The initiative, she says, will provide access to education through scholarships and work grants so that young people in the three West African nations are prepared for employment that will enable them meet current labor market needs.

Providing kits that will allow participants to start micro-enterprises in strategic sectors is part of the “Stop Trafficking” initiative.

“The project will work to strengthen the existing formal and informal psycho-social care that young migrants receive when they return back to their home countries to help them reintegrate into their communities,” the Salesian Missions Media Representative says in her report.

She continues, “The project will raise awareness among youth about the risks of migration. It will provide them with the resources to connect to education and employment in their own countries to reduce the need for migration.”


According to data by the UN Office on Drugs and Crime (UNODC) collected since 2003, there are about 225,000 victims of trafficking across the globe.

The World Day against Trafficking in Persons aims at raising “awareness of the situation of victims of human trafficking and for the promotion and protection of their rights.” 

This year’s theme focuses on the first responders of human trafficking who work in different sectors “identifying, supporting, counselling and seeking justice for victims of trafficking, and challenging the impunity of the traffickers.”

“Trafficking in persons still constitutes an open wound on the body of contemporary society.

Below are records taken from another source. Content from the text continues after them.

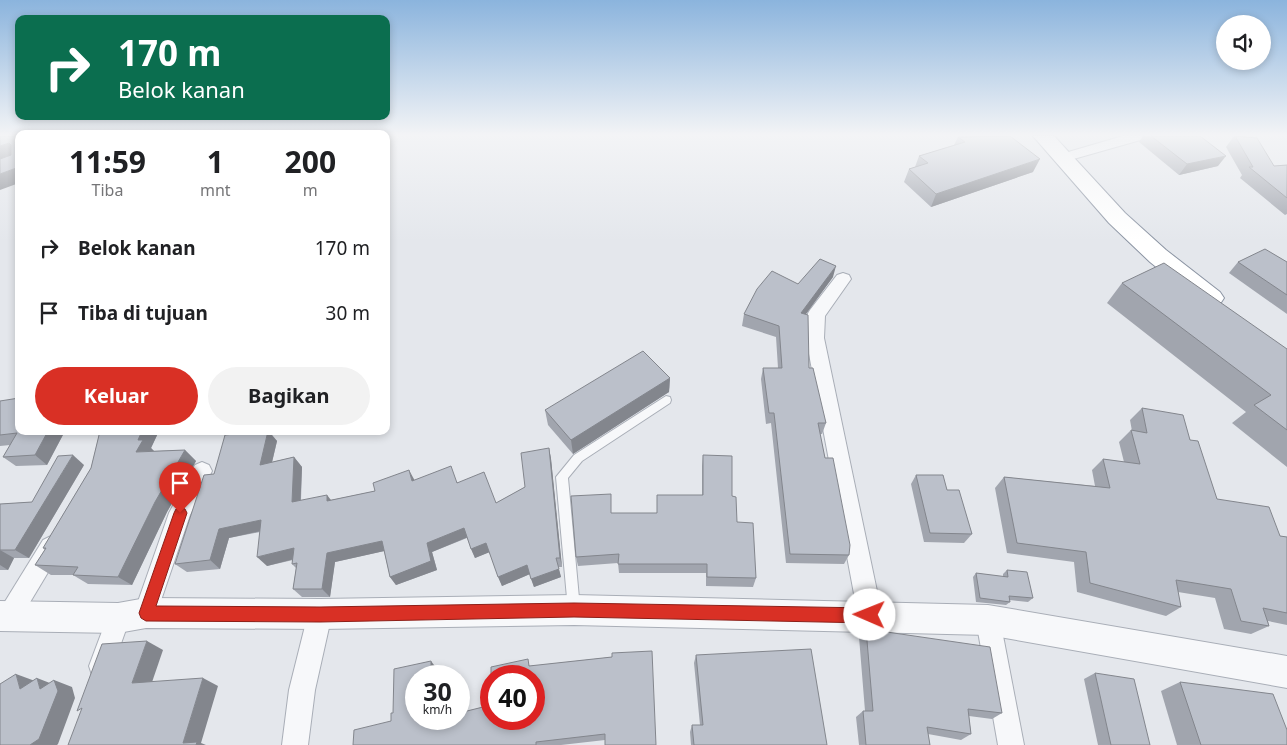 <!DOCTYPE html>
<html lang="id">
<style>
:root{--surface:#fff;--page:#f2f2f2;--text:#202124;--muted:#757577;--accent:#d93025}
body{margin:0;font-family:"Noto Sans",sans-serif;background:var(--page);color:var(--text);height:100vh;display:flex;flex-direction:column;font-size:19px;white-space:nowrap}
*{box-sizing:border-box;margin:0}
p{font-size:16px;color:var(--muted)}
.icon{flex:none;width:28px;height:28px;fill:none;stroke:currentColor;stroke-width:2;stroke-linecap:round;stroke-linejoin:round}
.map{position:relative;flex:1;overflow:hidden}
.details{position:absolute;left:15px;top:130px;width:375px;height:305px;display:flex;flex-direction:column;background:var(--surface);border-radius:10px;box-shadow:0 2px 8px #0003}
.details>*{flex:none}
.guide{position:absolute;left:15px;top:15px;width:375px;height:105px;border-radius:10px;box-shadow:0 2px 8px #0003;background:#0b6e4f;color:#fff;overflow:hidden}
.buttons{position:absolute;left:1216px;top:15px;display:grid;gap:10px}
.buttons a{display:grid;place-items:center;width:55px;height:55px;border-radius:50%;background:var(--surface);box-shadow:0 2px 8px #0003;font-size:25px}
.speed{position:absolute;left:405px;top:665px;display:flex;gap:10px;font-size:25px;font-weight:700;text-align:center}
.speed>*{display:grid;place-content:center;width:65px;height:65px;border-radius:50%;background:var(--surface);box-shadow:0 2px 8px #0003;line-height:1}
.speed small{font-size:12px;font-weight:400}
.speed .limit{border:8px solid #d22;background:#fff;color:#111}
.pin{position:absolute;display:grid;place-items:center;width:42px;height:42px;color:#fff;margin:-51px -21px;border-radius:50% 50% 50% 0;rotate:-45deg;box-shadow:0 0 5px #0007}
.pin .icon{rotate:45deg}
.me{position:absolute;width:55px;margin:-28px;rotate:271deg;stroke-linejoin:round;filter:drop-shadow(0 0 4px #0008)}
.turn{display:flex;align-items:center;gap:18px;height:105px;padding:0 20px;font-size:22px}
.turn .icon{width:65px;height:65px;stroke-width:2.5}
.turn b{display:block;font-size:35px;line-height:42px}
.eta{display:flex;justify-content:space-evenly;align-items:center;height:85px;text-align:center}
.eta b{font-size:30px;font-weight:700;line-height:35px}
.button{display:flex;gap:10px;margin-top:auto;padding:10px 20px}
.button a{flex:1;height:58px;border-radius:30px;background:var(--accent);color:#fff;font-size:20px;font-weight:700;line-height:58px;text-align:center}
.button a+a{background:var(--page);color:var(--text)}
ul{padding:0;list-style:none}
li{display:flex;align-items:center;gap:15px;height:65px;padding:0 20px}
li div{flex:1}
li b{display:block;font-size:19px}
li em{font-style:normal}
.map>svg:first-child{display:block}
.lines{fill:none;stroke-linecap:round;stroke-linejoin:round}
.service-casing{stroke:#a9aeb7;stroke-width:2}
.minor-casing{stroke:#a9aeb7;stroke-width:2}
.tertiary-casing{stroke:#a9aeb7;stroke-width:2}
.trunk-casing{stroke:#8b94a3;stroke-width:2}
.service{fill:#f7f8fa;fill-rule:evenodd}
.minor{fill:#f7f8fa;fill-rule:evenodd}
.tertiary{fill:#f7f8fa;fill-rule:evenodd}
.trunk{fill:#fff;fill-rule:evenodd}
.wall{fill:#a1a5ae}
.shaded-wall{fill:#83868d}
.building{fill:#bbc0ca;stroke:#83868d}
.route{fill:#d93025;stroke:#8d1f18}
</style>
<div class="map">
<svg width="1287" height="745" viewBox="0 0 1287 745">
<rect width="100%" height="100%" fill="#e4e7ec"/>
<g class="lines">
<defs>
<polygon id="service" points="666,396 670,397 671,400 670,403 582,461 568,478 580,609 578,613 574,615 570,613 568,609 556,477 574,455"/>
<g id="minor">
<polygon points="1123,136 1146,136 1144,139 1063,162 1056,158 1058,155"/>
<polygon points="843,273 849,275 851,279 825,316 824,338 882,615 878,623 870,627 862,623 858,615 806,338 807,315 810,310 837,275"/>
<polygon points="202,462 209,465 212,471 190,515 154,621 146,625 138,621 134,613 169,513 195,465"/>
<polygon points="51,536 59,540 62,547 59,554 17,624 9,628 1,624 1,608 43,540"/>
<polygon points="320,602 328,606 332,614 315,690 308,745 282,745 289,690 308,614 312,606"/>
<polygon points="118,606 126,610 130,618 110,675 101,678 92,675 89,666 110,610"/>
<polygon points="988,608 996,612 1000,620 1024,745 998,745 976,620 980,612"/>
</g>
<polygon id="tertiary" points="574,595 988,605 1287,656 1287,688 988,635 574,625 320,629 146,628 118,633 0,631 0,601 118,603 146,598 320,599"/>
<polygon id="trunk" points="1033,136 1054,136 1125,213 1166,250 1220,292 1224,298 1220,304 1211,307 1202,304 1150,262 1109,223"/>
</defs>
<use href="#service" class="service-casing"/>
<use href="#minor" class="minor-casing"/>
<use href="#tertiary" class="tertiary-casing"/>
<use href="#trunk" class="trunk-casing"/>
<use href="#service" class="service"/>
<use href="#minor" class="minor"/>
<use href="#tertiary" class="tertiary"/>
<use href="#trunk" class="trunk"/>
</g>
<g class="wall">
<polygon points="1143,136 1200,136 1218,166 1179,175 1139,142"/>
<polygon points="1234,136 1239,136 1274,166 1287,165 1287,214 1285,215 1240,178 1242,175 1226,147"/>
<polygon points="958,137 1033,172 931,207 904,182 909,169 915,167 919,156 954,145"/>
<polygon points="1238,262 1287,262 1287,314 1229,273"/>
<polygon points="833,277 805,315 809,368 826,423 822,434 820,434 825,458 849,555 844,564 786,563 771,423 766,424 761,379 763,368 778,368 776,337 742,326 744,314 798,284"/>
<polygon points="1122,283 1287,349 1287,467 1232,423 1246,412 1107,303"/>
<polygon points="670,378 669,392 573,454 548,425 545,410"/>
<polygon points="0,401 19,431 65,431 47,465 16,466 3,457 10,445 0,446"/>
<polygon points="1142,408 1190,440 1217,499 1280,536 1287,537 1287,625 1268,621 1269,626 1251,634 1224,629 1215,598 1178,592 1181,607 1166,616 1077,592 1074,562 1007,553 995,488 1004,477 1095,486 1092,470 1103,459 1124,462 1119,442 1131,430 1132,431 1130,420"/>
<polygon points="100,431 159,431 151,448 154,451 185,450 196,461 167,512 132,585 88,584 73,575 51,575 35,565 45,550 43,548 91,468"/>
<polygon points="263,431 269,431 277,441 272,462 294,457 302,467 301,500 331,500 375,491 414,480 457,482 496,503 525,487 549,448 551,459 562,567 558,567 561,577 534,587 530,574 502,586 489,552 475,558 467,538 432,552 437,570 396,585 390,577 384,551 335,562 330,597 302,597 293,589 296,568 292,564 293,560 267,566 260,532 229,538 220,569 187,572 175,564 214,474"/>
<polygon points="703,455 732,496 737,522 756,578 753,587 706,586 706,573 619,573 618,563 578,566 576,557 612,513 656,513 702,495 702,466"/>
<polygon points="84,465 29,558 14,558 8,570 0,570 0,504 32,502"/>
<polygon points="916,475 947,490 972,534 964,543 924,542 911,484"/>
<polygon points="1007,570 1033,598 1028,602 1010,600 1010,602 1006,605 976,602 973,577 976,573 1003,577 1003,574"/>
<polygon points="866,629 1002,713 992,719 969,716 971,734 961,740 928,734 930,745 859,745 856,717 863,711 865,711 859,637"/>
<polygon points="652,651 605,740 561,745 353,745 391,721 393,713 437,669 416,719 491,719 531,666 612,657"/>
<polygon points="696,655 827,745 691,745 690,732 692,725 700,725 694,663"/>
<polygon points="1095,673 1150,745 1098,745 1084,679"/>
<polygon points="1180,682 1287,745 1177,745 1161,691"/>
</g>
<g class="shaded-wall">
<polygon points="9,143 18,155 0,161 0,146"/>
<polygon points="1226,156 1218,166 1179,175 1187,164"/>
<polygon points="1040,159 1033,172 931,207 936,194"/>
<polygon points="19,167 19,183 0,190 0,174"/>
<polygon points="836,266 833,277 798,325 801,313"/>
<polygon points="670,378 669,392 573,454 571,440"/>
<polygon points="48,431 65,431 47,465 35,455"/>
<polygon points="142,431 159,431 151,448 154,451 136,452 138,440"/>
<polygon points="268,431 277,441 269,475 260,465"/>
<polygon points="549,448 551,459 562,567 560,558"/>
<polygon points="185,450 196,461 167,512 132,585 118,577 155,502"/>
<polygon points="73,455 84,465 29,558 15,550"/>
<polygon points="294,457 302,467 300,512 292,502"/>
<polygon points="409,470 415,481 412,481"/>
<polygon points="327,495 335,505 327,501"/>
<polygon points="261,520 270,529 229,538 220,569 210,560 219,529"/>
<polygon points="464,528 468,537 432,552 437,570 396,585 390,577 427,543"/>
<polygon points="382,541 389,550 335,562 330,597 322,589 327,553"/>
<polygon points="486,543 490,552 475,558 471,549"/>
<polygon points="294,548 302,557 267,566 257,557"/>
<polygon points="0,550 14,558 8,570 0,565"/>
<polygon points="527,565 530,574 502,586 498,577"/>
<polygon points="559,569 561,577 534,587 531,579"/>
<polygon points="147,641 163,650 149,691 132,683"/>
<polygon points="431,661 437,669 437,676 431,676"/>
<polygon points="16,674 35,681 20,689"/>
<polygon points="37,678 55,685 54,680 72,687 75,698 58,744 57,745 30,745 40,689"/>
<polygon points="203,678 218,686 201,743 206,745 188,745 183,743"/>
</g>
<g class="building">
<polygon points="0,136 19,136 19,167 0,174 0,159 11,155 11,145 9,143 0,146"/>
<polygon points="1010,136 1040,159 936,194 909,169 928,163 919,156 965,142 958,137"/>
<polygon points="1151,136 1200,136 1226,156 1187,164"/>
<polygon points="1235,136 1257,138 1274,166 1287,165 1287,198 1249,167 1253,167"/>
<polygon points="1265,249 1287,262 1287,295 1238,262"/>
<polygon points="820,259 836,266 801,313 808,315 809,368 813,368 826,423 818,423 825,458 833,458 850,545 849,555 790,554 774,413 769,413 763,368 782,368 779,326 744,314 757,289 772,271 798,284"/>
<polygon points="1164,263 1287,349 1287,430 1254,405 1271,395 1122,283"/>
<polygon points="643,351 670,378 571,440 545,410"/>
<polygon points="19,398 19,431 48,431 35,455 3,457 17,433 0,435 0,401"/>
<polygon points="1142,408 1183,415 1190,440 1198,441 1217,499 1269,507 1280,536 1287,537 1287,613 1263,608 1269,626 1241,621 1231,589 1176,580 1181,607 1090,583 1086,552 1017,543 1004,477 1110,488 1103,459 1140,464 1131,430 1147,433"/>
<polygon points="100,431 142,431 138,440 143,440 136,452 185,450 155,502 118,577 73,575 78,567 35,565 46,548 43,548 91,468"/>
<polygon points="263,431 268,431 260,465 294,457 292,502 327,495 327,501 375,491 373,483 409,470 412,481 451,466 457,483 484,472 496,503 525,487 521,453 549,448 560,558 556,558 559,569 531,579 527,565 498,577 486,543 471,549 464,528 427,543 431,561 390,577 382,541 327,553 322,589 293,589 297,563 292,564 294,548 257,557 261,520 219,529 210,560 175,564 204,475 214,474 225,435"/>
<polygon points="73,455 15,550 0,550 0,504 32,502 58,456"/>
<polygon points="703,455 732,456 732,496 736,497 737,522 753,523 756,578 707,577 707,564 618,564 619,554 576,557 571,496 611,494 611,513 657,513 657,495 703,495"/>
<polygon points="916,475 943,475 947,490 959,490 972,534 930,533"/>
<polygon points="1007,570 1027,572 1033,598 1009,596 1010,602 980,598 976,573 1008,577"/>
<polygon points="866,629 990,647 1002,713 968,709 971,734 927,727 930,745 866,745 863,711 873,711"/>
<polygon points="147,641 132,683 203,678 183,743 197,742 196,745 68,745 82,708 77,711 102,644"/>
<polygon points="811,649 827,745 694,745 692,725 703,725 696,655"/>
<polygon points="652,651 656,745 605,745 605,734 536,742 536,745 353,745 354,730 391,721 391,713 393,713 394,669 431,661 431,676 416,676 416,719 459,719 459,713 491,705 491,719 534,719 534,676 491,676 491,667 528,659 529,666 612,657 612,653"/>
<polygon points="1095,673 1134,679 1150,745 1111,745"/>
<polygon points="16,674 20,689 37,678 40,689 54,680 58,691 39,739 30,745 0,745 0,684"/>
<polygon points="1180,682 1273,694 1287,730 1287,745 1201,745"/>
</g>
<linearGradient id="sky" x2="0" y2="1"><stop stop-color="#8bb4dd"/><stop offset="0.56" stop-color="#f3f4f6"/><stop offset="1" stop-color="#f3f4f6" stop-opacity="0"/></linearGradient>
<rect width="1287" height="241" fill="url(#sky)"/>
<polygon class="route" points="180,507 185,509 187,513 156,606 320,607 574,603 870,608 875,610 877,615 875,620 870,623 574,617 320,622 146,621 141,618 139,613 174,513 176,509"/>
</svg>
<div class="buttons">
<a><svg class="icon" aria-label="sound" viewBox="0 0 24 24"><path d="M4 9h4l5-4v14l-5-4H4zM17 9q2 3 0 6"/></svg></a>
</div>
<div class="speed"><div>30<small>km/h</small></div><div class="limit">40</div></div>
<div class="pin" style="left:180px;top:513px;background:#d93025"><svg class="icon" aria-label="arrive" viewBox="0 0 24 24"><path d="M6 21V4h12l-3 4 3 4H6"/></svg></div>
<svg class="me" style="left:870px;top:615px" viewBox="-20 -20 40 40"><circle r="19" fill="#fff"/><path d="M0-13L10 11 0 6-10 11z" fill="#d93025"/></svg>
<div class="guide">
<div class="turn"><svg class="icon" aria-label="right" viewBox="0 0 24 24"><path d="M7 20v-9h11M14 6l5 5-5 5"/></svg><div><b>170 m</b>Belok kanan</div></div>
</div>
<section class="details">
<div class="eta">
<div><b>11:59</b><p>Tiba</p></div>
<div><b>1</b><p>mnt</p></div>
<div><b>200</b><p>m</p></div>
</div>
<ul>
<li><svg class="icon" aria-label="right" viewBox="0 0 24 24"><path d="M7 20v-9h11M14 6l5 5-5 5"/></svg><div><b>Belok kanan</b></div><em>170 m</em></li>
<li><svg class="icon" aria-label="arrive" viewBox="0 0 24 24"><path d="M6 21V4h12l-3 4 3 4H6"/></svg><div><b>Tiba di tujuan</b></div><em>30 m</em></li>
</ul>
<div class="button"><a>Keluar</a><a>Bagikan</a></div>
</section>
</div>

I offer heartfelt thanks to all those who work on behalf of the innocent victims of the commodification of the human person. Much remains to be done! #EndHumanTrafficking,” Pope Francis Tweeted Thursday, July 30.

In a joint statement marking the World Day against Trafficking in Persons, Caritas Internationalis and COATNET, the global umbrella body of Christian organizations against trafficking in human beings, urged governments to “intensify efforts to identify victims of trafficking and exploitation, the number of which is worryingly increasing due to the COVID-19 pandemic.”